Utilizing intelligent transportation infrastructures can significantly improve the throughput of intersections of Connected Autonomous Vehicles (CAV), where an Intersection Manager (IM) schedules the cross-time of incoming CAVs. In addition, accidents that happen at intersections due to human errors can be reduced.
In Crossroads, we identified the effect of Round-Trip Delay (RTD) on the safety of existing approaches and proposed a deterministic solution that is safe and efficient.
After clock synchronization, IM assigns an actuation time to a CAV which is greater than the worst-case RTD to make sure it will be delivered on-time. In case the delay is larger, the CAV stops.
In RIM, we studied challenges of intersection management when the considered model is uncertain and external disturbances exist.
We proposed a new interface between the IM and CAVs where CAVs create their own desired trajectory and track it.
We improved our previous work (Crossroads) and proposed a new algorithm (Crossroads+) that accounts for model mismatches by knowing the configuration of the speed controller and dynamics of the vehicle.
By compensating for the response time of the vehicle (to maintain the desired velocity), a safe schedule of the intersection is possible.
Existing intersection management techniques are built assuming all CAVs send the correct information when sharing their status with the intersection manager (IM) and obey IM’s command accurately. This is, however, a strong assumption to keep since CAVs are prone to cyberattacks and unexpected faults can happen during the operation of the intersection.
In R2IM approach, we refer to a dishonest or disobedience CAV a “Rouge Vehicle” and propose an intersection management technique that with the help of a surveillance system can ensure that no accidents happen inside the intersection area as long as only one rouge vehicle is present at a time.
we have done a broad survey on intersection management of connected autonomous vehicles, which studies different aspects of intersection management.
1) intersection management interface, 2) scheduling policy, 3) existing wireless technologies 4) existing vehicle models used by researchers and their impact, 5) conflict detection, 6) extension to multi-intersection management, 7) challenges of supporting human-driven vehicles, 8) safety and robustness required for real-life deployment, 9) graceful degradation and recovery for emergency scenarios, 10) security concerns and attack models, and 11) evaluation methods
V2V-based Cooperative Motion planning of CAVs
We proposed a new safety rule for CAVs based off the Responsibility Sensitive Safety (RSS) rules that can be applied to any road geometry and scenario and it is easier to implement. Figure below shows the overview of our motion planning algorithm.

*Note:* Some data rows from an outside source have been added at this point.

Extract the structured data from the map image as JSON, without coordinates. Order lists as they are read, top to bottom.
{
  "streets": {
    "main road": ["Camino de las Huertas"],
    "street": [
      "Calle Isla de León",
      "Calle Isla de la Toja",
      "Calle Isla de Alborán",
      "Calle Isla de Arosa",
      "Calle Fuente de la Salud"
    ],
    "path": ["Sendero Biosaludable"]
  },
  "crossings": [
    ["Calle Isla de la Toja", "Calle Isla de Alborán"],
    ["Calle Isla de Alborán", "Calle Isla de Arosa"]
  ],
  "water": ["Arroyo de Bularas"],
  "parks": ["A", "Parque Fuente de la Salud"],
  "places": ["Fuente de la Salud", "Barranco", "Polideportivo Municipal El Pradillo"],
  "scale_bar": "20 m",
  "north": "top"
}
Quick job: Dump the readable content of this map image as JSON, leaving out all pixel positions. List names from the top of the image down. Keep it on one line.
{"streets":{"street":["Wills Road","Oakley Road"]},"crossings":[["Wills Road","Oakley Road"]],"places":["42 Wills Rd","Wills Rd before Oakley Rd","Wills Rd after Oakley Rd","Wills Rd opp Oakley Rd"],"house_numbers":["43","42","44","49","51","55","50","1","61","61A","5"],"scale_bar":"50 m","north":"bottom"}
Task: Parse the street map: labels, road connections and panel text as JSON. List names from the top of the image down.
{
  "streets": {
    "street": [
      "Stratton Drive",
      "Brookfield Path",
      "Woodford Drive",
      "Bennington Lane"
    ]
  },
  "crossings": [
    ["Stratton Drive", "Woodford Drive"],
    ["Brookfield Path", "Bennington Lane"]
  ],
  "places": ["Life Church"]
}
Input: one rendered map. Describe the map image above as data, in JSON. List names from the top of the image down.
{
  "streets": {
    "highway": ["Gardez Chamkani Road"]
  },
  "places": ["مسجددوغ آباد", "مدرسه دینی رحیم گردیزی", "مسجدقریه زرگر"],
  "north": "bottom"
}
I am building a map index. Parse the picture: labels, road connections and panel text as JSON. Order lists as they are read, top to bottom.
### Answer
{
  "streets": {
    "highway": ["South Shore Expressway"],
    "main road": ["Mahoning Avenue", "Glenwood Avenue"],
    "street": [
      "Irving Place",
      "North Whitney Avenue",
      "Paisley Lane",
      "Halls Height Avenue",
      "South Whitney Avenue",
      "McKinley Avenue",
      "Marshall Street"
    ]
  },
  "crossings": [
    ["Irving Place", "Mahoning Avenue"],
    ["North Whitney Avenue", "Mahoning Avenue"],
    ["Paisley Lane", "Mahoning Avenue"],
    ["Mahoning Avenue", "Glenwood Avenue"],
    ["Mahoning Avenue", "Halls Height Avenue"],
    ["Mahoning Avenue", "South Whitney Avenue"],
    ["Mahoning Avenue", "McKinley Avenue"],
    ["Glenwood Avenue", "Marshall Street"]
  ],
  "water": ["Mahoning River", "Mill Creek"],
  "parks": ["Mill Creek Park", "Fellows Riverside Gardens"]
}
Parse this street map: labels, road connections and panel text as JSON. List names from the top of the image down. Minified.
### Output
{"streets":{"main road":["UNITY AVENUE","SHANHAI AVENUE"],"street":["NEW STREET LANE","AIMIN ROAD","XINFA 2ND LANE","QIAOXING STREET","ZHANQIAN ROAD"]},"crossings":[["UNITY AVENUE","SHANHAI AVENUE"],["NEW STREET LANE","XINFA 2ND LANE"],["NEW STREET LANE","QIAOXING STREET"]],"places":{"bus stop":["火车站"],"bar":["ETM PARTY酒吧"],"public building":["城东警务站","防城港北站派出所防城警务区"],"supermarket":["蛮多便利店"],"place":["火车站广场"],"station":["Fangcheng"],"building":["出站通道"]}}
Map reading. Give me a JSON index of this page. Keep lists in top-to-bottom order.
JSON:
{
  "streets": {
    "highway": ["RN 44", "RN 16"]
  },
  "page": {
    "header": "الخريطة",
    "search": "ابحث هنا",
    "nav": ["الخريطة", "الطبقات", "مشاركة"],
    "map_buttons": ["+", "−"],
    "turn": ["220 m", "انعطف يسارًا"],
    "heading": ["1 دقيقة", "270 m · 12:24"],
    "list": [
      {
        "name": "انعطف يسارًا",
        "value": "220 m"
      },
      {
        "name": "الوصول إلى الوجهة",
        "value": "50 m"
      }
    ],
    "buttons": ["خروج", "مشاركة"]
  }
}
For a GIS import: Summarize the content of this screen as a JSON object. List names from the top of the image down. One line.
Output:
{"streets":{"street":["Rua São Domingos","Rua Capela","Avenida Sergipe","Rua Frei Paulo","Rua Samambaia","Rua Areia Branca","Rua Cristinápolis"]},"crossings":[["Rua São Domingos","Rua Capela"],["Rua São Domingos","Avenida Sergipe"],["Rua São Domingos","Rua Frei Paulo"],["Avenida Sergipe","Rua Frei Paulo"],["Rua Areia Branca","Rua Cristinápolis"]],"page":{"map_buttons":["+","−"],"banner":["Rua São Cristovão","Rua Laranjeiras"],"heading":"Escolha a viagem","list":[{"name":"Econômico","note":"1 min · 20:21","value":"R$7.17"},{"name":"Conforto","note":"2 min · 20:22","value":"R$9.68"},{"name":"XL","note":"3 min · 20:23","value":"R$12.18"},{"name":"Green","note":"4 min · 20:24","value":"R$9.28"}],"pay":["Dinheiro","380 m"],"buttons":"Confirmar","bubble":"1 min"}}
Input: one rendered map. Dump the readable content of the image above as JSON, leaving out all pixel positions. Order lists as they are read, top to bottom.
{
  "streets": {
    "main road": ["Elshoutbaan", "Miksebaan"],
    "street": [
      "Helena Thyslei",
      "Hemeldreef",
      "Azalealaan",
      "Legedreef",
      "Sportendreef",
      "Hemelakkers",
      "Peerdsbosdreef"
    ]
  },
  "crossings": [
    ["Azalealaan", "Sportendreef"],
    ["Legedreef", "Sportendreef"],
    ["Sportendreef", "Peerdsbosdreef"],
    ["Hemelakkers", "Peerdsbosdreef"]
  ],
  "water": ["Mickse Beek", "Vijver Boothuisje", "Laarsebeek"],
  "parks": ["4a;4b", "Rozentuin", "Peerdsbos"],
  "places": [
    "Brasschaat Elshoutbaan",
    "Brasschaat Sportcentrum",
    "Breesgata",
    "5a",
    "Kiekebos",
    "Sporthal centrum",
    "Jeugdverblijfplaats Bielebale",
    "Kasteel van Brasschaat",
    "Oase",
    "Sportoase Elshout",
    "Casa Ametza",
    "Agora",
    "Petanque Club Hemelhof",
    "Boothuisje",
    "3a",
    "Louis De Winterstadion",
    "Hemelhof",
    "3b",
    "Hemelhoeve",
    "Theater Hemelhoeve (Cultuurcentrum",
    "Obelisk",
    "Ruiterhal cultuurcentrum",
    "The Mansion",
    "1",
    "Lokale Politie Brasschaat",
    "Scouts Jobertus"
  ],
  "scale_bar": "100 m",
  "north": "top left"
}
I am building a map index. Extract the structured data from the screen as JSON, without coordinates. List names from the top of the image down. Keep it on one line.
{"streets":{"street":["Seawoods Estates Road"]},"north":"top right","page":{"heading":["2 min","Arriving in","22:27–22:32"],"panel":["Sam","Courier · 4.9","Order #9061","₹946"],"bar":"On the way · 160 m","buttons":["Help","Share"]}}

Initially, each CAV broadcast its information (position, velocity, future path) and upon receiving information of other CAVs, they determine if there are possible conflict zones and who has the advantage to enter them first. The CAV with a disadvantage considers the worst-case behavior for the other CAV and updates its motion plan. Our algorithm is also able to detect and resolve deadlock where each CAV broadcasts its Partial Dependency Graph (PDG) and upon receiving other CAVs’ PDG, it constructs the Complete Dependency Graph (CDG). By removing cycles from the CDG, deadlocks are resolved.
Above Figure shows a deadlock scenario with PDG and CDG of CAVs.